>>>>>
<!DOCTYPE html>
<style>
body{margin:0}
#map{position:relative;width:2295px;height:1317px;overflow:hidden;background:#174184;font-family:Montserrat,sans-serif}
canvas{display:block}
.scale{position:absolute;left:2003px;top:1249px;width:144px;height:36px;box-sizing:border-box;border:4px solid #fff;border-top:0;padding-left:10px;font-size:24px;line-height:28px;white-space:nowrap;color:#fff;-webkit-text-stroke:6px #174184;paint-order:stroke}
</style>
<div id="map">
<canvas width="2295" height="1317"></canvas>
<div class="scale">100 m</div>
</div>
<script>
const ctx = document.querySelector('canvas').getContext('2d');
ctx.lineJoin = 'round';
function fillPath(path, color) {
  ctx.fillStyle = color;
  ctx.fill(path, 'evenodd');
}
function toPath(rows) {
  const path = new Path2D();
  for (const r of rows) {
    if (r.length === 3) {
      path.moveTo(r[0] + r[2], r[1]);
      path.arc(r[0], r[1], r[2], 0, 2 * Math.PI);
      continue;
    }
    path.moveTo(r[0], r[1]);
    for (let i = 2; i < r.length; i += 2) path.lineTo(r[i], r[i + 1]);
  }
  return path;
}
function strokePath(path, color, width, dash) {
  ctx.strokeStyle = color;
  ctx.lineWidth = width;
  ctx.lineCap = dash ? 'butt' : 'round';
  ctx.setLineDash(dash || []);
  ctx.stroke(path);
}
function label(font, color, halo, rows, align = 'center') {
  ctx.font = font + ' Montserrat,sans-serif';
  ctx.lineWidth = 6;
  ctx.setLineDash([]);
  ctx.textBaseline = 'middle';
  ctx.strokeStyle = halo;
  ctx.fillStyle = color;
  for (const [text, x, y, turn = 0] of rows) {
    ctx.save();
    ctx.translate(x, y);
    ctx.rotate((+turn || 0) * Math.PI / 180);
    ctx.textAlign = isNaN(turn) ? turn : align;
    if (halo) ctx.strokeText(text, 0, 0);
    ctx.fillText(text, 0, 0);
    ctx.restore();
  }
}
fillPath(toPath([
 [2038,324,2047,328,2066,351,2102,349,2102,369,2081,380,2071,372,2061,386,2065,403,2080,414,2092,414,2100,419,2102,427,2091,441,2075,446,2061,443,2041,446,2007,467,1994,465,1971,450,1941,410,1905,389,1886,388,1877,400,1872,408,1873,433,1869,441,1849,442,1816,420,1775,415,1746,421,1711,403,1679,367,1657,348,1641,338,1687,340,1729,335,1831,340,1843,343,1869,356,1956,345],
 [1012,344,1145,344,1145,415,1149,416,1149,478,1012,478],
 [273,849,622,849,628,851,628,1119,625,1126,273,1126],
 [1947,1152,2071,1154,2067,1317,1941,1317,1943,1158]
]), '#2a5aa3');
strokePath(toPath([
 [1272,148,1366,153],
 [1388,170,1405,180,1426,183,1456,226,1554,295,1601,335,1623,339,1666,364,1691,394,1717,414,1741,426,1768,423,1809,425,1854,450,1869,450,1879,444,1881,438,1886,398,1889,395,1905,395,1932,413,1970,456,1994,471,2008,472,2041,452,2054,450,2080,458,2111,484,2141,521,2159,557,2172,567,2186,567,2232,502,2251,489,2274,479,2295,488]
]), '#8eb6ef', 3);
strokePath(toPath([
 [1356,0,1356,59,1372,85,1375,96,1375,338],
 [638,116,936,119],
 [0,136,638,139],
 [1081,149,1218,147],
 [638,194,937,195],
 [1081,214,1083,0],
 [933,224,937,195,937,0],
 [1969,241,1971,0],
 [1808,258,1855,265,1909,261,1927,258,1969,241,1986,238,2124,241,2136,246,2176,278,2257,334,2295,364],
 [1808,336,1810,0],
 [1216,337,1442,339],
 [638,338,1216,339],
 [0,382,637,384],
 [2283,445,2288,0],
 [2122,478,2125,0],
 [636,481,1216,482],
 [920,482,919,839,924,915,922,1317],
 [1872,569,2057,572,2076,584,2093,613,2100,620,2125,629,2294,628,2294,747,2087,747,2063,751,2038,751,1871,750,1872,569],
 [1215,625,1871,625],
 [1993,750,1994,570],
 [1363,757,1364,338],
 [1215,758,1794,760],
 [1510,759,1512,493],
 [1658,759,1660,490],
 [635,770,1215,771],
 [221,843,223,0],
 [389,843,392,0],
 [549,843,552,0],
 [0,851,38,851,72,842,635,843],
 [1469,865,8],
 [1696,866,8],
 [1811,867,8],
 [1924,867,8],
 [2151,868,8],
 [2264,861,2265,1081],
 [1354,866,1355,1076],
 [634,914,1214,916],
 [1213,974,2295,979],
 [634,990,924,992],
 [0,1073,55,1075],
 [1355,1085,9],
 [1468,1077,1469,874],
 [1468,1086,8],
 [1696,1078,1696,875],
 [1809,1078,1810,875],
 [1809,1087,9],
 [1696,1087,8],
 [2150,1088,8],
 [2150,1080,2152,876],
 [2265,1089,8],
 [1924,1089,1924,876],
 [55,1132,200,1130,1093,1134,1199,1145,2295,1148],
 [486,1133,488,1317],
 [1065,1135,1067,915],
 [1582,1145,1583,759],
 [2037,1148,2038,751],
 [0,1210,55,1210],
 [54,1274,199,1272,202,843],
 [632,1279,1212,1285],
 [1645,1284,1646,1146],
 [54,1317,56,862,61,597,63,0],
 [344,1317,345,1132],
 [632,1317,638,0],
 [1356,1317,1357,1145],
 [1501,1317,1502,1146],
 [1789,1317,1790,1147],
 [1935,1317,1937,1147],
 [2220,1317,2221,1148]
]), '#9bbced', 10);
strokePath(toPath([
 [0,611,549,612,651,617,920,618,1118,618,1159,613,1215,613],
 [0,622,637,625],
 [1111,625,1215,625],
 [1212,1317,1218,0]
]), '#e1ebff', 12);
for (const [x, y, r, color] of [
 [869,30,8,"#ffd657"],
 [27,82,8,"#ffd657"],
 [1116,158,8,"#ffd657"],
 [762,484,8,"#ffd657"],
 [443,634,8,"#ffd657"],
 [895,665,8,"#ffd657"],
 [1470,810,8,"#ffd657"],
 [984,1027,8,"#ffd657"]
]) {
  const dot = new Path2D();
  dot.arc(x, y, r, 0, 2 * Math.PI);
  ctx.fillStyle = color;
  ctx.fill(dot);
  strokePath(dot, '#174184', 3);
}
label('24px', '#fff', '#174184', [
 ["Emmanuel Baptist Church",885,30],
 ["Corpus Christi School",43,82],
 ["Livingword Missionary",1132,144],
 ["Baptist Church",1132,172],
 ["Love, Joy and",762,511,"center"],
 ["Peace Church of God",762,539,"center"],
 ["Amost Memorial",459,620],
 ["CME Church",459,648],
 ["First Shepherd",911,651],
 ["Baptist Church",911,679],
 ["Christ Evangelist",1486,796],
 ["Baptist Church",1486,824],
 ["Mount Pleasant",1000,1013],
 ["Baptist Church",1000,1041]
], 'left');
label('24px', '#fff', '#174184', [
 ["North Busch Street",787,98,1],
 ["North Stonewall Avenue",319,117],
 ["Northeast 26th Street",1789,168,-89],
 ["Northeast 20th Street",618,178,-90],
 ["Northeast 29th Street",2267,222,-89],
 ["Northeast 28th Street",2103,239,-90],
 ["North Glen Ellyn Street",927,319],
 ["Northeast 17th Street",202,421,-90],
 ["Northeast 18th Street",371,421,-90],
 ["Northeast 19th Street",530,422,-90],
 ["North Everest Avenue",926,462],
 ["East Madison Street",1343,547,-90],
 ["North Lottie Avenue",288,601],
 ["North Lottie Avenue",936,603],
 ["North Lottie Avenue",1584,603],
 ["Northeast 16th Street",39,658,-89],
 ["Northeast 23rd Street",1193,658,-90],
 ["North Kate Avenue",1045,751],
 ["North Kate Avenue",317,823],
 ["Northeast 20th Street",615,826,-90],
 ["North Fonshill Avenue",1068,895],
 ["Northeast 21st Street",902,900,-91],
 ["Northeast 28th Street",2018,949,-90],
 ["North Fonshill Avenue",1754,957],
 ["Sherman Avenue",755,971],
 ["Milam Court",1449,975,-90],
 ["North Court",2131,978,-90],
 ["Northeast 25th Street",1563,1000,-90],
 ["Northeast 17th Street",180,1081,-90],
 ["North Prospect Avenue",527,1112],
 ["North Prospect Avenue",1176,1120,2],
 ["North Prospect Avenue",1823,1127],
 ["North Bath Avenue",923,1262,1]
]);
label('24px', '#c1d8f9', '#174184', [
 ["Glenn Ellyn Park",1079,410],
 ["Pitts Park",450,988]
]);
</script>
<<<<<
> **WHAT IS NEEDED**
Give back the opening line of the records above and every line after it, up to and including the one with "ctx.setLineDash(dash || []);", unchanged.

> **ANSWER BOX**
<!DOCTYPE html>
<style>
body{margin:0}
#map{position:relative;width:2295px;height:1317px;overflow:hidden;background:#174184;font-family:Montserrat,sans-serif}
canvas{display:block}
.scale{position:absolute;left:2003px;top:1249px;width:144px;height:36px;box-sizing:border-box;border:4px solid #fff;border-top:0;padding-left:10px;font-size:24px;line-height:28px;white-space:nowrap;color:#fff;-webkit-text-stroke:6px #174184;paint-order:stroke}
</style>
<div id="map">
<canvas width="2295" height="1317"></canvas>
<div class="scale">100 m</div>
</div>
<script>
const ctx = document.querySelector('canvas').getContext('2d');
ctx.lineJoin = 'round';
function fillPath(path, color) {
  ctx.fillStyle = color;
  ctx.fill(path, 'evenodd');
}
function toPath(rows) {
  const path = new Path2D();
  for (const r of rows) {
    if (r.length === 3) {
      path.moveTo(r[0] + r[2], r[1]);
      path.arc(r[0], r[1], r[2], 0, 2 * Math.PI);
      continue;
    }
    path.moveTo(r[0], r[1]);
    for (let i = 2; i < r.length; i += 2) path.lineTo(r[i], r[i + 1]);
  }
  return path;
}
function strokePath(path, color, width, dash) {
  ctx.strokeStyle = color;
  ctx.lineWidth = width;
  ctx.lineCap = dash ? 'butt' : 'round';
  ctx.setLineDash(dash || []);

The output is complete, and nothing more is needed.